The letters of the plate are the initials of a poet who was born in the given state. The corresponding slogan is a phrase found in one of that poet’s works. The three numbers index into the quoted poem, as indicated by the first three lines of the flavortext:
For example, on the Massachusetts plate the letters EAP indicate Edgar Allan Poe, the slogan “Kingdom by the Sea” is a phrase from Poe’s poem “Annabel Lee” and the number 183 indicates the first line, eighth word, third letter:
which gives us the letter O.
The states chosen can be linked in a continuous line from west to east, giving an ordering of the extracted letters.
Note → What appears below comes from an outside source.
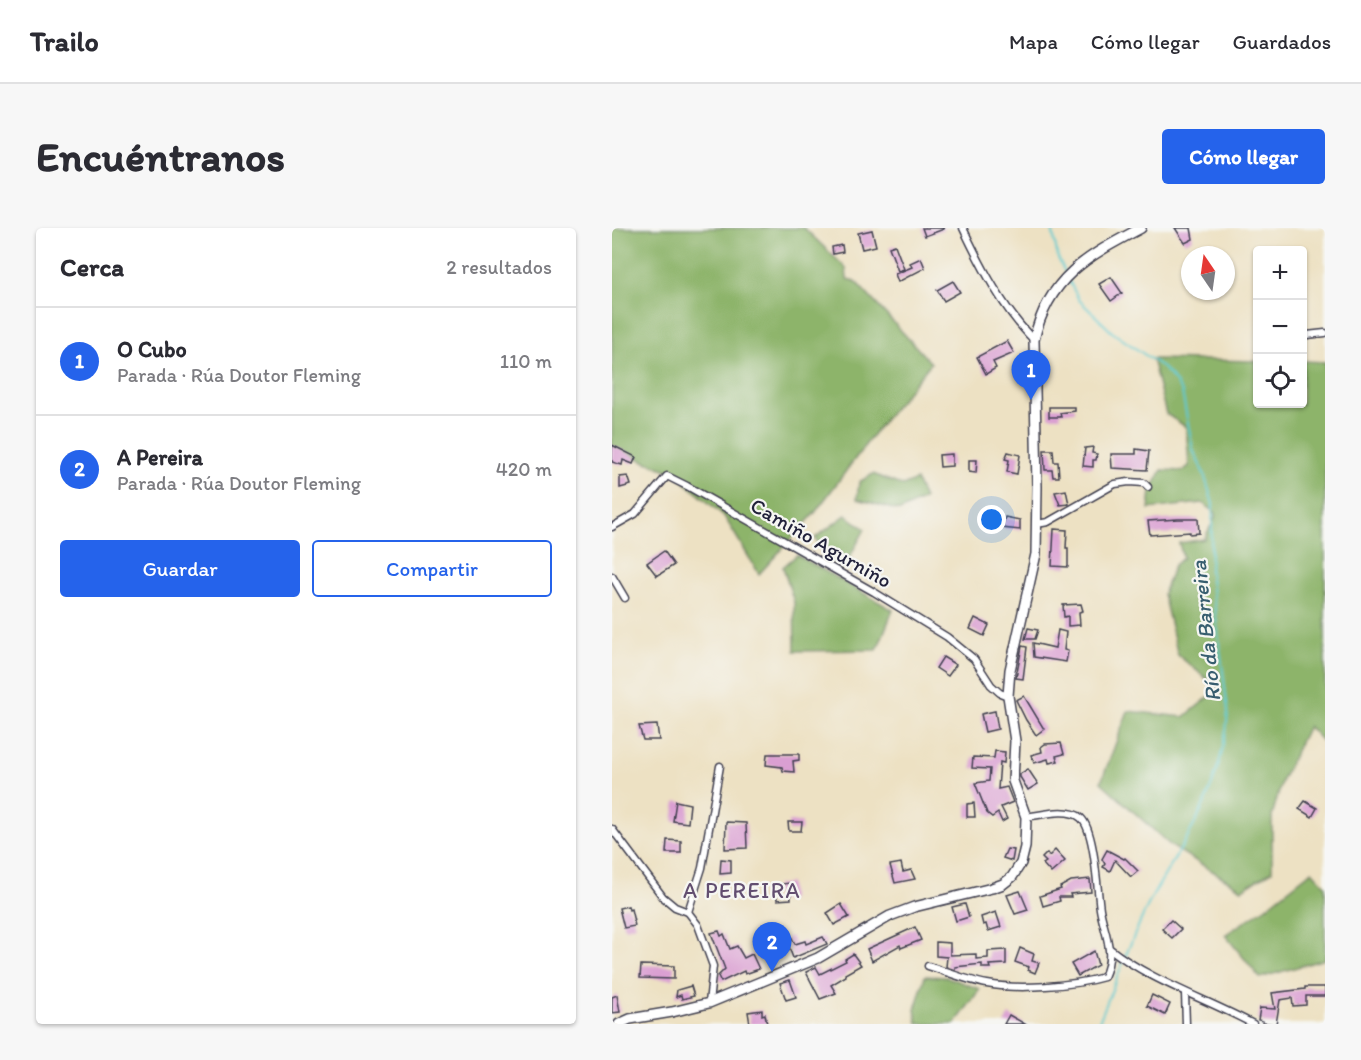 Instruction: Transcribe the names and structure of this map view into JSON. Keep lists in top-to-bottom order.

In that order, the authors, poems, lines and extracted letters are:
State | Plate # | Slogan | Poet | Title | Relevant Line | Letter |
---|---|---|---|---|---|---|
WA | KRA 112 | If You’re Wishing For Rain... | Kelli Russell Agodon | Writing Studio D: A Retrospective in Spring | Imagine this: it’s the day before Easter | M |
ID | EWLP 126 | Faces in the Crowd | Ezra Weston Loomis Pound | In a Station of the Metro | The apparition of these faces in the crowd | I |
WY | LAR 732 | This Happened In Wyoming | Lee Ann Roripaugh | Happy Hour | heads, the clockwork machinery | L |
NE | TMH 574 | Rolling Grasslands | Twyla M. Hansen | August 12 in the Nebraska Sand Hills Watching the Perseids Meteor Shower | Out from the corners, our eyes detect a maverick meteor | E |
MO | MA 333 | A Rock, A River, A Tree | Maya Angelou | On the Pulse of Morning | Mark the mastodon | S |
IL | CAS 151 | Born on the Prairie | Carl August Sandburg | Cornhuskers (1. Prairie) | I WAS born on the prairie and the milk of its wheat | T |
IN | JWR 655 | At the Crossroads | James Whitcomb Riley | The Loehrs And The Hammonds | From Bixlers’, and came galloping to meet | O |
OH | HHC 174 | At the Prairie’s Door | Harold Hart Crane | Eldorado | The morning glory, climbing the morning long | G |
PA | SVB 776 | American Light | Stephen Vincent Benét | John Brown’s Body | As native as the shape of Navajo quivers, | O |
NY | FON 263 | The Loving Cup | (Frederic) Ogden Nash | A Word to Husbands | With love in the loving cup, | P |
MA | EAP 183 | Kingdom by the Sea | Edgar Allen Poe | Annabel Lee | It was many and many a year ago, | O |
NH | CLT 975 | Wilderness of Flowers | Celia Laighton Thaxter | Guests | And oh, the bees and the butterflies, the humming-birds and sparrows, | E |
ME | ESM 445 | Too Beautiful This Year | Edna St. Vincent Millay | God’s World | Thy woods, this autumn day, that ache and sag | M |
The extracted letters spell MILES TO GO POEM, which is Robert Frost’s STOPPING BY WOODS ON A SNOWY EVENING, which is the answer to this puzzle.